* Task prompt
Please copy the data below exactly, from its first line through the line holding "height:18px; margin:-9px; padding:0", and skip the pictures.

= = = =

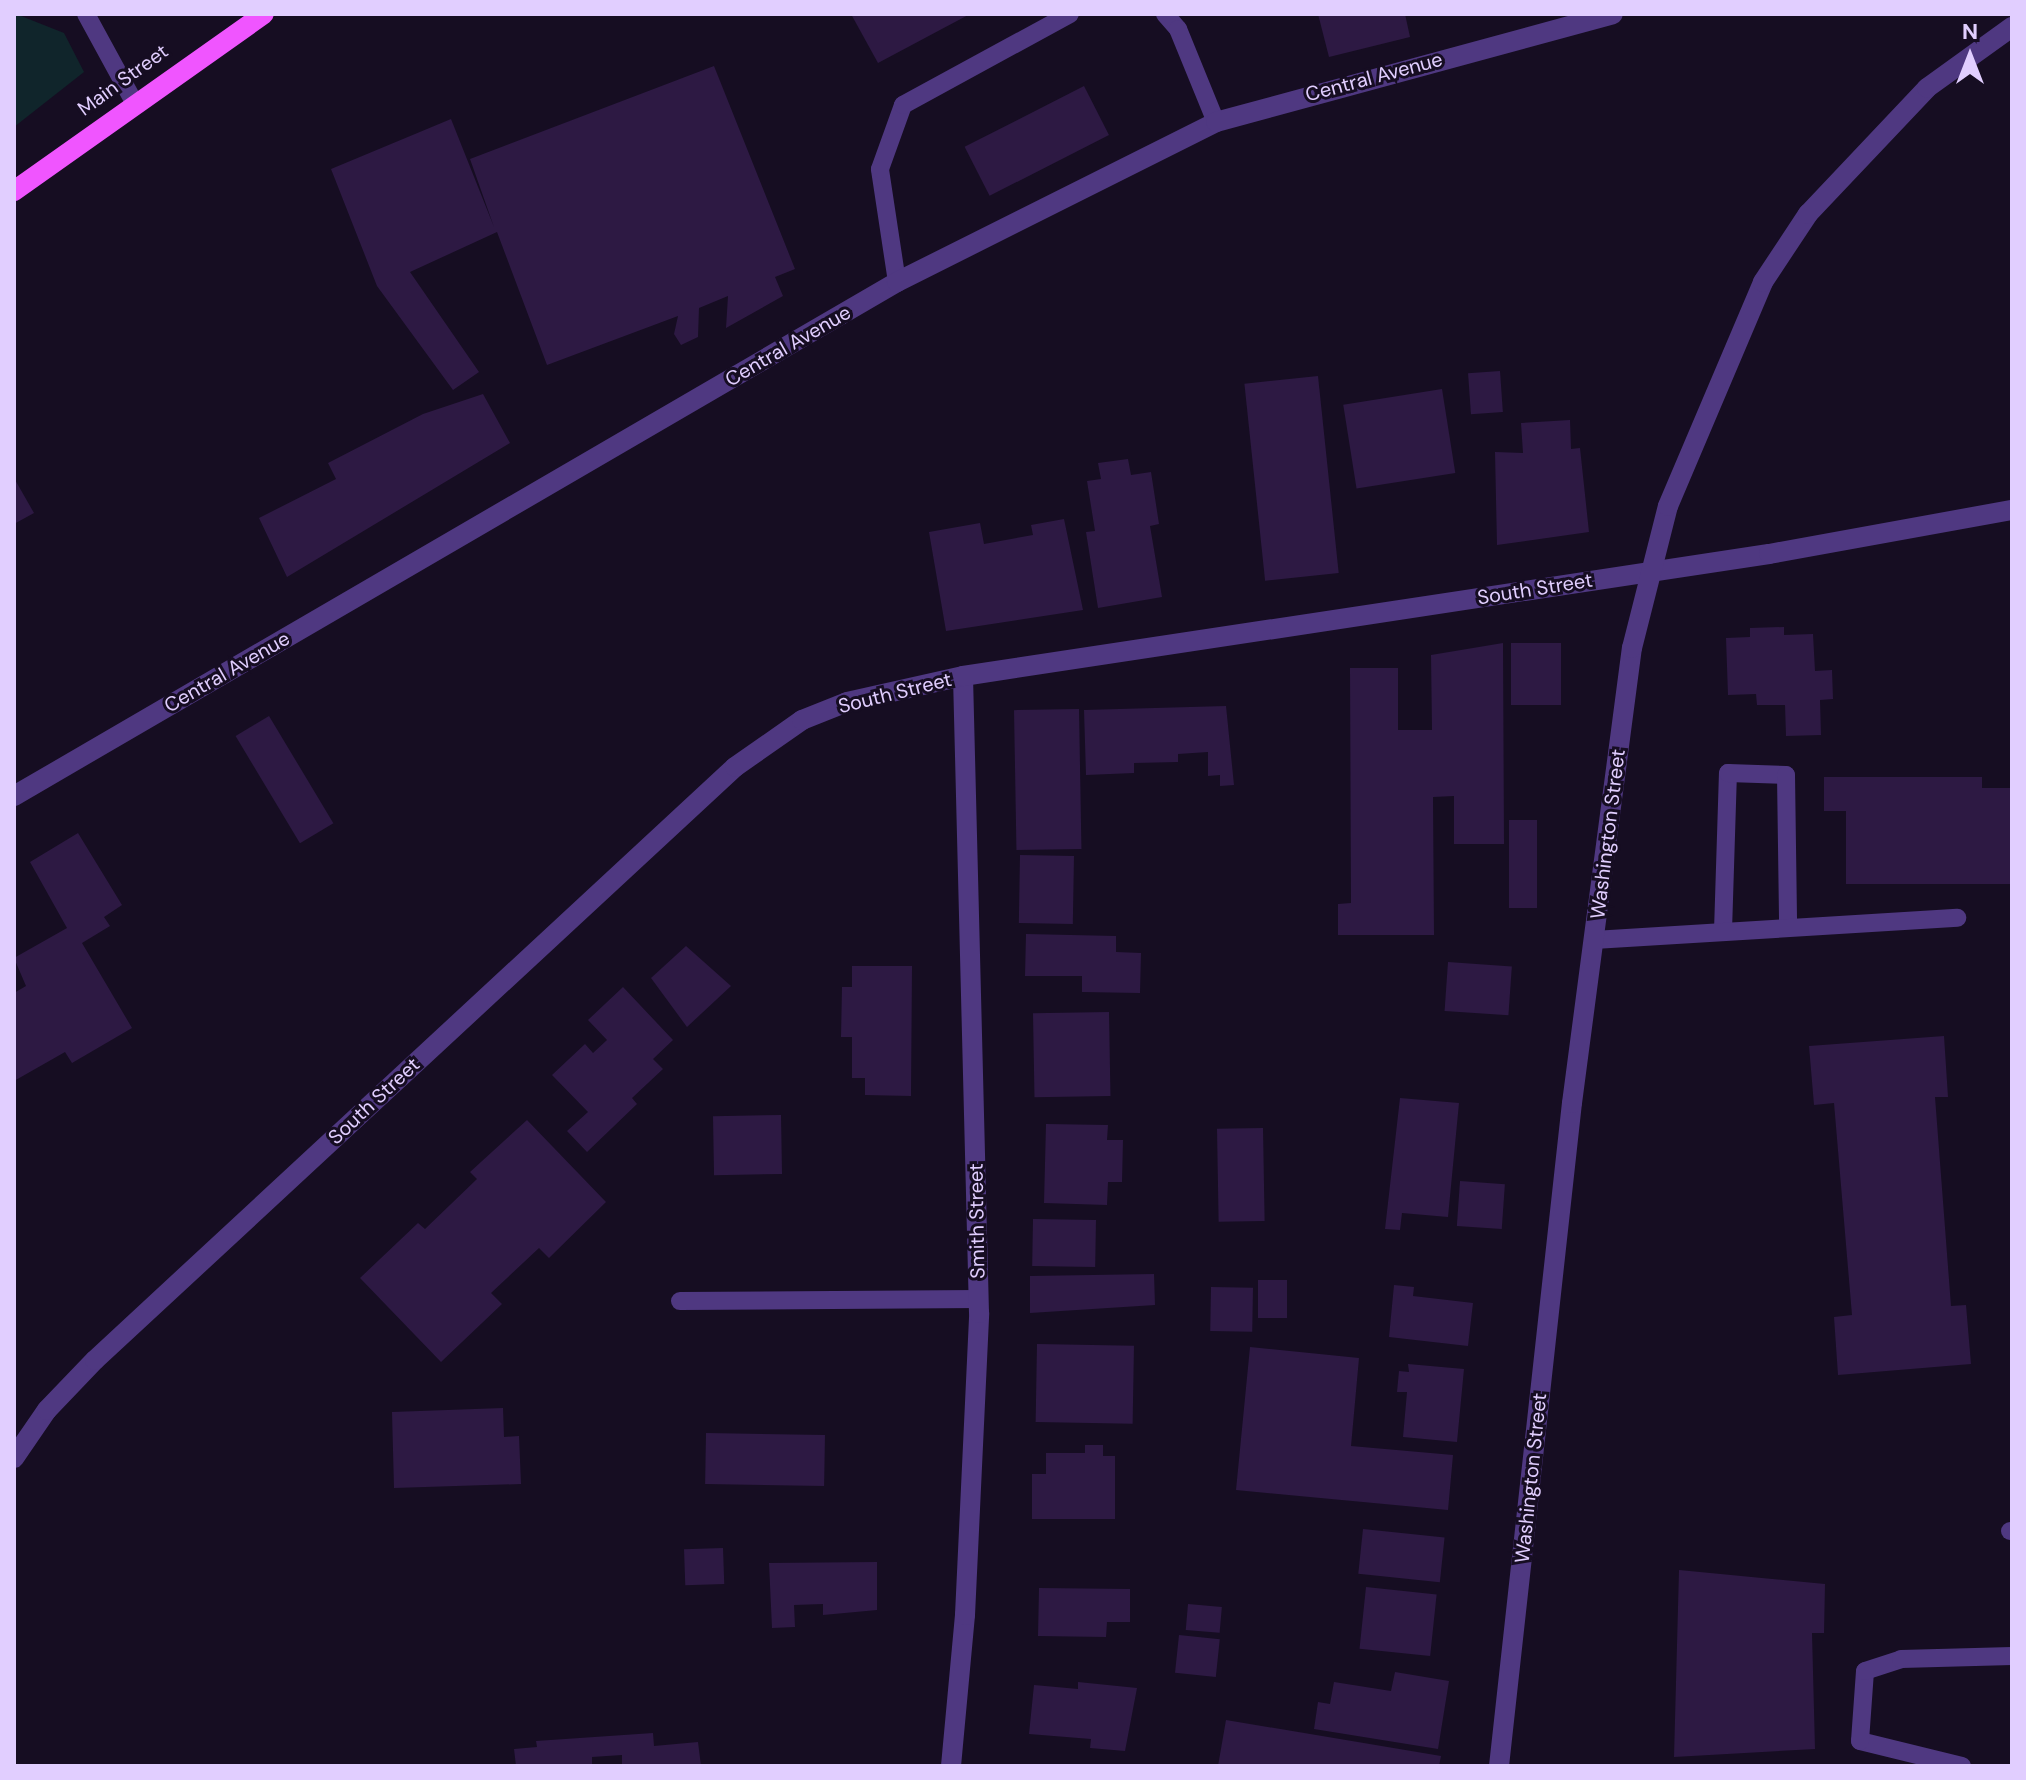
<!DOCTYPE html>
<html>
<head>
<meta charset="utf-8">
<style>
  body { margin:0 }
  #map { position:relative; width:2026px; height:1780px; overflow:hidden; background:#160d22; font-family:"DM Sans",sans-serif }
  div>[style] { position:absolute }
  .green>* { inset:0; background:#10252b }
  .building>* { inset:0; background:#2d1943; transform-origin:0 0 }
  .service>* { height:18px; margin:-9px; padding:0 9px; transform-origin:9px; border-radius:9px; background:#4f3881 }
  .minor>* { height:20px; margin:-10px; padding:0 10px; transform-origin:10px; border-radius:10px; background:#4f3881 }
  .tertiary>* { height:20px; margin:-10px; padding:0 10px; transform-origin:10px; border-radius:10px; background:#4f3881 }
  .primary>* { height:20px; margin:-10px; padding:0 10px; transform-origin:10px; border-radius:10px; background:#f055ff }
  span { translate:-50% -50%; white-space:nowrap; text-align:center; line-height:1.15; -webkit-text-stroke:6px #160d22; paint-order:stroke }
  .street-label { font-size:20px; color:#e1ceff }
  .frame { position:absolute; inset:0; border:16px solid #e1ceff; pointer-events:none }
  .north { position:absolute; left:1930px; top:16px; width:80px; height:80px; -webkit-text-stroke:6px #160d22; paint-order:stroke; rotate:0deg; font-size:22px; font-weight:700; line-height:32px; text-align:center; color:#e1ceff }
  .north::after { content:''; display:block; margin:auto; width:28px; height:36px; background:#e1ceff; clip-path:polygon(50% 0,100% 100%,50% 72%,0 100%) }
</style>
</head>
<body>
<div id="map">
  <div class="green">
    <div style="clip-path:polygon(16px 14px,64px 33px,84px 72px,14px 127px)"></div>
  </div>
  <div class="building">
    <div style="clip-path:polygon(851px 14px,970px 14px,878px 63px)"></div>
    <div style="clip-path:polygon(1318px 14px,1405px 14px,1410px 37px,1329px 57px)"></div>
    <div style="clip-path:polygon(714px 66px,795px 269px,775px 277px,783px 296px,726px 328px,728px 296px,699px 308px,698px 337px,681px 345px,674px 334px,678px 316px,547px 365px,497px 232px,410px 272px,479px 372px,453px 390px,377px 286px,331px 169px,451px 119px,494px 227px,470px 159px)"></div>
    <div style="left:1084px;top:86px;width:55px;height:134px;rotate:63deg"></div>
    <div style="left:1500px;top:371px;width:41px;height:32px;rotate:86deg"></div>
    <div style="left:1318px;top:376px;width:198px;height:74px;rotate:84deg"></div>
    <div style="left:1442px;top:389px;width:85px;height:100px;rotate:81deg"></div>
    <div style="clip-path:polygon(483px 394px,510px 443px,287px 577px,259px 518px,336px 479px,328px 463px,423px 414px)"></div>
    <div style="clip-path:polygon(1570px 420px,1571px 449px,1580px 448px,1589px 532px,1497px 545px,1495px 452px,1523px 453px,1521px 423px)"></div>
    <div style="clip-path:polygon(1128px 459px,1131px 475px,1151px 472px,1159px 524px,1150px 526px,1162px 597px,1098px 608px,1086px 532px,1095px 531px,1087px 481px,1101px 479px,1098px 463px)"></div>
    <div style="clip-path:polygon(14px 478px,34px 513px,14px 524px)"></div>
    <div style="clip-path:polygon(1064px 519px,1083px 610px,946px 631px,929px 532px,980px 523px,984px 544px,1033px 535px,1031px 525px)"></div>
    <div style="clip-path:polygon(1784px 627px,1784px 635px,1813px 634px,1815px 671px,1832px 670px,1833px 699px,1820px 700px,1821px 735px,1786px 736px,1785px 705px,1757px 705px,1756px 694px,1728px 695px,1726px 638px,1750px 637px,1750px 628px)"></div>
    <div style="clip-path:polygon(1503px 643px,1504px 844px,1454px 844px,1454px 796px,1433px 797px,1434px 935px,1338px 935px,1338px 904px,1351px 903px,1350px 668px,1398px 668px,1398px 730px,1432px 730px,1431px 655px)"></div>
    <div style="left:1511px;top:643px;width:50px;height:62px"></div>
    <div style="clip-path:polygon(1226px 706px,1234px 785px,1220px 786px,1220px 775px,1208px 776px,1208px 752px,1178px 754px,1178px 762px,1134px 763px,1134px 773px,1086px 775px,1084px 710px)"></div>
    <div style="left:1079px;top:709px;width:140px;height:65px;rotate:89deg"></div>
    <div style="left:269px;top:716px;width:125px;height:39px;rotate:59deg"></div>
    <div style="clip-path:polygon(1824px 777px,1982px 777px,1982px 788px,2012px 788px,2012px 884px,1846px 884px,1846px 811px,1824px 811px)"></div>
    <div style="left:1537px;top:820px;width:88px;height:28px;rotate:90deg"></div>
    <div style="clip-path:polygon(78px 833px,122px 905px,104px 917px,110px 926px,82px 943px,132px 1028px,72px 1063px,65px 1052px,14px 1081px,14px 993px,26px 986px,14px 958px,67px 928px,30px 862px)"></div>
    <div style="left:1020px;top:855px;width:54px;height:68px;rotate:1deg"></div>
    <div style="clip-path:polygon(1026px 934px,1116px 936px,1116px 952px,1141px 953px,1140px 993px,1082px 992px,1082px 976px,1025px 976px)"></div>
    <div style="clip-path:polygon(686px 946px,731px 986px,687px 1027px,651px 978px)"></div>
    <div style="left:1448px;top:962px;width:64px;height:49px;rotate:4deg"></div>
    <div style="clip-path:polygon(852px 966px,912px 966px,911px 1096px,865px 1095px,865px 1078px,852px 1078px,852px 1037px,841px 1037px,842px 987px,852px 987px)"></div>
    <div style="clip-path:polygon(623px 987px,673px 1040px,653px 1059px,663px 1069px,632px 1098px,637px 1104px,587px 1152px,567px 1131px,588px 1112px,552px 1075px,585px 1044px,593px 1053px,607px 1040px,588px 1020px)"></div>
    <div style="left:1109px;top:1012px;width:84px;height:76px;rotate:89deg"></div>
    <div style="clip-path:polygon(1944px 1036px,1948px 1097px,1935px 1097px,1951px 1306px,1966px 1305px,1971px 1364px,1838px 1375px,1834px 1317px,1852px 1315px,1834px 1103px,1814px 1105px,1809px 1046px)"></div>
    <div style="clip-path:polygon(1400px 1098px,1459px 1103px,1448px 1217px,1402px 1213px,1400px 1230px,1385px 1229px)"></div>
    <div style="left:781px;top:1115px;width:59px;height:68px;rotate:89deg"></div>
    <div style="clip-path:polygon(527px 1120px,606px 1202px,549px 1258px,539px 1248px,491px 1293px,502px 1304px,441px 1362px,360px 1278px,418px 1223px,425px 1229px,477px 1179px,470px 1172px)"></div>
    <div style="clip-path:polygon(1046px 1124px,1108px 1125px,1107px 1140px,1123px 1140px,1122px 1182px,1108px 1182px,1107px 1205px,1044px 1203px)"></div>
    <div style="left:1263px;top:1128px;width:93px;height:46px;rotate:89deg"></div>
    <div style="left:1460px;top:1181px;width:45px;height:45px;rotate:4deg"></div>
    <div style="left:1033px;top:1219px;width:63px;height:47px;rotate:1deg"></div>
    <div style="clip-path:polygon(1154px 1274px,1155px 1305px,1030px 1313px,1030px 1276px)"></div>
    <div style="left:1258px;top:1280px;width:29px;height:38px"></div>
    <div style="clip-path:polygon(1394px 1285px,1414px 1287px,1413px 1296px,1473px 1303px,1468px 1346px,1389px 1337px)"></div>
    <div style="left:1211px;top:1287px;width:42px;height:44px;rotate:1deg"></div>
    <div style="left:1037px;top:1344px;width:97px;height:78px;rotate:1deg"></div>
    <div style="clip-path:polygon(1250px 1347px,1359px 1358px,1351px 1446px,1453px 1455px,1448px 1510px,1236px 1490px)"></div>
    <div style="clip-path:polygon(1408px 1364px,1464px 1369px,1457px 1442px,1403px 1437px,1407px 1392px,1397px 1392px,1399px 1371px,1409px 1372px)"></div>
    <div style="clip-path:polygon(503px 1408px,504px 1437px,519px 1436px,521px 1484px,394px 1488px,392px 1412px)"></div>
    <div style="left:706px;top:1433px;width:119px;height:51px;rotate:1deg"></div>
    <div style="clip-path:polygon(1085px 1445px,1103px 1445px,1103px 1456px,1115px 1456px,1115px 1519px,1032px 1519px,1032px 1474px,1046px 1474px,1046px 1453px,1085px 1453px)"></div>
    <div style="left:1363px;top:1529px;width:82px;height:45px;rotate:6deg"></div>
    <div style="left:723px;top:1548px;width:36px;height:39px;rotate:88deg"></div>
    <div style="clip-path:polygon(877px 1562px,877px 1610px,823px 1615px,823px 1604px,794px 1605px,795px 1627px,772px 1628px,769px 1563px)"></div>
    <div style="clip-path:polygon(1679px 1570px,1825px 1584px,1824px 1633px,1812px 1633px,1815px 1749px,1674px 1757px)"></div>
    <div style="left:1366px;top:1587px;width:71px;height:62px;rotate:6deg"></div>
    <div style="clip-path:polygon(1039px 1588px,1130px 1589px,1130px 1622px,1107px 1622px,1106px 1637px,1038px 1636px)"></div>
    <div style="left:1188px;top:1604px;width:34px;height:26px;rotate:5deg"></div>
    <div style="left:1179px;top:1635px;width:41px;height:38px;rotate:6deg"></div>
    <div style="clip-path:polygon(1395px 1672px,1449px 1681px,1438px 1749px,1314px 1729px,1318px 1702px,1330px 1704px,1334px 1682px,1391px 1691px)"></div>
    <div style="clip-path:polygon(1078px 1682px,1137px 1688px,1125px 1751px,1090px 1748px,1091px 1739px,1029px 1734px,1034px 1685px,1078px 1689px)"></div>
    <div style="clip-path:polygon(1226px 1720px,1441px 1756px,1439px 1766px,1218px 1766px)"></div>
    <div style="clip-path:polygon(653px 1733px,654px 1746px,698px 1742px,701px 1766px,622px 1766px,622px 1755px,592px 1757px,592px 1766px,516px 1766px,514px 1749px,537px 1747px,536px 1741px)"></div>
  </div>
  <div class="service">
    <div style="left:86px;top:14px;width:100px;rotate:61.4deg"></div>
    <div style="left:1165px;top:14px;width:20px;rotate:49deg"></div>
    <div style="left:1178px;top:29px;width:100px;rotate:67.8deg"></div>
    <div style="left:897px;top:282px;width:114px;rotate:-98.6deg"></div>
    <div style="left:880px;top:169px;width:68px;rotate:-70.2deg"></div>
    <div style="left:903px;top:105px;width:190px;rotate:-28.6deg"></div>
    <div style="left:1723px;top:931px;width:158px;rotate:-88.2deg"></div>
    <div style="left:1728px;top:773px;width:58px;rotate:2deg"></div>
    <div style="left:1786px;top:775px;width:149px;rotate:89.2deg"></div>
    <div style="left:1594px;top:940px;width:364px;rotate:-3.5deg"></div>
    <div style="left:680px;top:1301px;width:299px;rotate:-0.4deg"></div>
    <div style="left:2010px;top:1531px;width:2px"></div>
    <div style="left:1962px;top:1766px;width:105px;rotate:-166.2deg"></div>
    <div style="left:1860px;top:1741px;width:70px;rotate:-85.9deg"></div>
    <div style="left:1865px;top:1671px;width:38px;rotate:-18deg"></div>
    <div style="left:1901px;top:1659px;width:111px;rotate:-1.5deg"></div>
  </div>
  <div class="minor">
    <div style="left:14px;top:796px;width:1022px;rotate:-30.2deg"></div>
    <div style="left:897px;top:282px;width:357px;rotate:-26.6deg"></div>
    <div style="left:1216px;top:122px;width:411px;rotate:-15.2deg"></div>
    <div style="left:951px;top:1766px;width:152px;rotate:-84.7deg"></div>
    <div style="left:965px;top:1615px;width:302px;rotate:-87.3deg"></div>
    <div style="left:979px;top:1313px;width:637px;rotate:-91.44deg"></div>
  </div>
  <div class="tertiary">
    <div style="left:14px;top:1458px;width:58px;rotate:-55.5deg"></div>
    <div style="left:47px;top:1410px;width:69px;rotate:-46.2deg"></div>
    <div style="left:95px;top:1360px;width:872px;rotate:-42.82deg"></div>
    <div style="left:735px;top:767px;width:82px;rotate:-35deg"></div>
    <div style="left:802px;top:720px;width:48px;rotate:-21.8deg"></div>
    <div style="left:847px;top:702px;width:119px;rotate:-12.6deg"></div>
    <div style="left:963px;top:676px;width:815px;rotate:-8.61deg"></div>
    <div style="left:1769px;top:554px;width:247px;rotate:-10.3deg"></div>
    <div style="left:1499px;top:1766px;width:667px;rotate:-83.72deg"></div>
    <div style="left:1572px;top:1103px;width:459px;rotate:-82.5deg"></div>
    <div style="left:1632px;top:648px;width:146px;rotate:-75.8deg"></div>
    <div style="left:1668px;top:506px;width:243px;rotate:-67deg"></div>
    <div style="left:1763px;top:282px;width:82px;rotate:-56.5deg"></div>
    <div style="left:1808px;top:214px;width:173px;rotate:-46.6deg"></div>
    <div style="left:1927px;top:88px;width:105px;rotate:-35.7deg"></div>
  </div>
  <div class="primary">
    <div style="left:14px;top:191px;width:306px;rotate:-35.3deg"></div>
  </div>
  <div class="street-label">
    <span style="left:1374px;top:77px;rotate:-15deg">Central Avenue</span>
    <span style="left:123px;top:80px;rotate:-36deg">Main Street</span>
    <span style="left:788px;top:346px;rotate:-30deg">Central Avenue</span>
    <span style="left:1535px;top:589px;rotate:-9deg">South Street</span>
    <span style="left:227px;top:672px;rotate:-30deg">Central Avenue</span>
    <span style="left:895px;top:693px;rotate:-14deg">South Street</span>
    <span style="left:1608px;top:834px;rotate:-83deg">Washington Street</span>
    <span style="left:374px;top:1101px;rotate:-43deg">South Street</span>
    <span style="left:977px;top:1221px;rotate:-91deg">Smith Street</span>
    <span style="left:1531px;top:1478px;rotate:-84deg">Washington Street</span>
  </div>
  <div class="frame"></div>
  <div class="north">N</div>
</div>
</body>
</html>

= = = =

* Exercise output
<!DOCTYPE html>
<html>
<head>
<meta charset="utf-8">
<style>
  body { margin:0 }
  #map { position:relative; width:2026px; height:1780px; overflow:hidden; background:#160d22; font-family:"DM Sans",sans-serif }
  div>[style] { position:absolute }
  .green>* { inset:0; background:#10252b }
  .building>* { inset:0; background:#2d1943; transform-origin:0 0 }
  .service>* { height:18px; margin:-9px; padding:0 9px; transform-origin:9px; border-radius:9px; background:#4f3881 }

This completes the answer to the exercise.